# Music?



## AlexXD

I've found that listening to music from my pre-DP life tends to ease the fog slightly... anyone else notice this?


----------



## mazou

I haven't really thought about it. But I will give it a try. Thanks for the great suggestion.


----------



## bob26104

I've been trying to figure out if this thing I am in is the same numbness I read here. I guess this gives me my answer as I was just thinking how the only time I feel...different...or anything, is with the music I used to love.


----------



## mulder

I haven't been here for a long time, not that I ever posted here much.

I DJ'd and wrote music for a living before my DR came on 5 years back. Today, I got a message from another DJ / Producer who also has DP / DR. He's had it longer than me. There are differences. He says he never found the DP / DR affected his music production although DJing is really hard. He still goes off around the country and to other countries DJing, which is amazing to me.

My experience was completely different though. After 6 months of DR I couldn't get excited about new music anymore. This might have been because I realised I couldn't cope with DJing, that I was going to loose my main source of income and so I had to write more tunes. This didn't work, I put all my effort into tunes and they mostly came out a bit weird, sometimes really crazy. It completely affected music for me. I even stopped listening to all music at home. When I did listen, it was to old music that I used to love and I found that I still did. Also, though, I found that old music that I hadn't heard before could be really good to me. Weird, huh?

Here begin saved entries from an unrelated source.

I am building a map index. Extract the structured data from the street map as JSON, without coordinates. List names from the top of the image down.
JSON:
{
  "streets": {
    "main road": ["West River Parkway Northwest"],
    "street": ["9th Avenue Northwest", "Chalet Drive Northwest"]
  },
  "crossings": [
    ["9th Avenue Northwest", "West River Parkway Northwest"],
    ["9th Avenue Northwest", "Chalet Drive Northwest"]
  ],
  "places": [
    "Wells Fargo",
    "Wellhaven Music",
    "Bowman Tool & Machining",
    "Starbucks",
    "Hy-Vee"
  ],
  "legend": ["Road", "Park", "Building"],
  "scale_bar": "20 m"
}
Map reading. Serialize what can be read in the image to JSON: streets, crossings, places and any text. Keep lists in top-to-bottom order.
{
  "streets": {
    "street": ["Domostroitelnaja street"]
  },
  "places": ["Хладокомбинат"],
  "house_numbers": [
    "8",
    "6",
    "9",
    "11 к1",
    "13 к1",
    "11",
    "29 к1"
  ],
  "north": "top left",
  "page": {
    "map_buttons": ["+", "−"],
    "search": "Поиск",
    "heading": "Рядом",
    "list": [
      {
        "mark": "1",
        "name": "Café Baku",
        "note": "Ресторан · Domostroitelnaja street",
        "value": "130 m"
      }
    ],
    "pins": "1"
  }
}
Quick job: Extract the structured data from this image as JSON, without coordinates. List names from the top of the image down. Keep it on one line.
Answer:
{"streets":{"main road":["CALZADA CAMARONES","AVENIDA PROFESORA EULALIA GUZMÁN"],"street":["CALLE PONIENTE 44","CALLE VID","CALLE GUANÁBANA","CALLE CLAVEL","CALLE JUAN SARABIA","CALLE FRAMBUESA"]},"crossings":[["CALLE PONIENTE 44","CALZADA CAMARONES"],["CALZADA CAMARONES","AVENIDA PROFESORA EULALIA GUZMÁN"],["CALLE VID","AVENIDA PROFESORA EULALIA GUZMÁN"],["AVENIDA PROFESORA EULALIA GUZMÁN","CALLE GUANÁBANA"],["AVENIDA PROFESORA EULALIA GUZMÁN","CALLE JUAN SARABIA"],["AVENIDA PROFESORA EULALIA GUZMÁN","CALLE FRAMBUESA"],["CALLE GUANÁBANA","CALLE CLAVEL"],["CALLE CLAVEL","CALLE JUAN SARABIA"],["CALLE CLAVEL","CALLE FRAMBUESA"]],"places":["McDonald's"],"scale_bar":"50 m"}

Now, my DR has backed off a bit, I don't have it really bad like I used to although it's still 24/7. I've found a new style of music that mimics an old style of music and I can get along with it just fine when I'm really focussed. I'm writing music again, and have even had stuff released.

So, In a nutshell, yes I totally understand what you are saying. For some people DP/DR can affect their taste in music so that they only like old music that they used to listen to before they got ill and it can make you feel a little bit like your old self again too. Do bear in mind though, that a lot of today's music is utter pants anyway, so is it really surprising :mrgreen: :mrgreen:


----------



## Cathal_08

yes musis is the one thing that helps me through this, before i got it music was my favorite thing in the world!!!
unfortunately DP affects my abililty to playing any instuments which sucks but i love music  
we should set up somwere that we can just talk about and share are interest in music!


----------



## larry412

Nothing better for DP DR than music. Clear jah mind.


----------



## peachy

i've found that the new coldplay cd, viva la vida, is exceptionally good at pulling you out of fog. give it a try.


----------



## hurricane12

how can you guys listen to music my i hear everything low and i cant really get into the feeling of the music.


----------



## stager

Yea I found that music did same thing to me


----------



## peachy

i think you have to meet music halfway with this one. if you're completely stuck in a fog and part of you isn't ready to come out, then obviously music isn't going to do a shit thing. but if you are willing to take a step out and start living your life, music can be an extra nice boost that really seems to help.


----------



## Robsy

I have a massive music appreciation, but I find that because i live in my headso much, it takes me places, far aaaaway! Usually this is a good thing, but when you are dp'd all you want is reality again so i hate living in my head more.

Love the shins though....and Mazzy star....Ooooh and the verve - bittersweet symphony, dp or no dp that song always uplifts me


----------



## peachy

omg my very favorite band is the shins. and bittersweet symphony, i have no words to explain that song, very good one indeed.


----------



## Robsy

yay i loooove the shins!! Zach braff introduced me to them in my fav film "the garden state" a must see for anyone that hasnt seen it!!


----------



## peachy

are you kidding me? that's my favorite film too. who are you?? geez :shock: lol
i take it you are probably a zach braff fan as well?


----------



## Guest

Jazzstep


----------



## hurricane12

you know whats weird ever since i got dp everytime i listen to music it gets stuck in my head for days and i can hear it so clearly in my mind


----------



## cyberafrica

I slowly am regaining reality, and from being a person who has always loved and played music, when I first got DP/DR, I did not even listen to music. But now, that "feeling" when you hear music which resonates with ones soul, is slowly coming back, and I find myself listening to music more often now. Soon I will get back to playing the guitar and keyboard.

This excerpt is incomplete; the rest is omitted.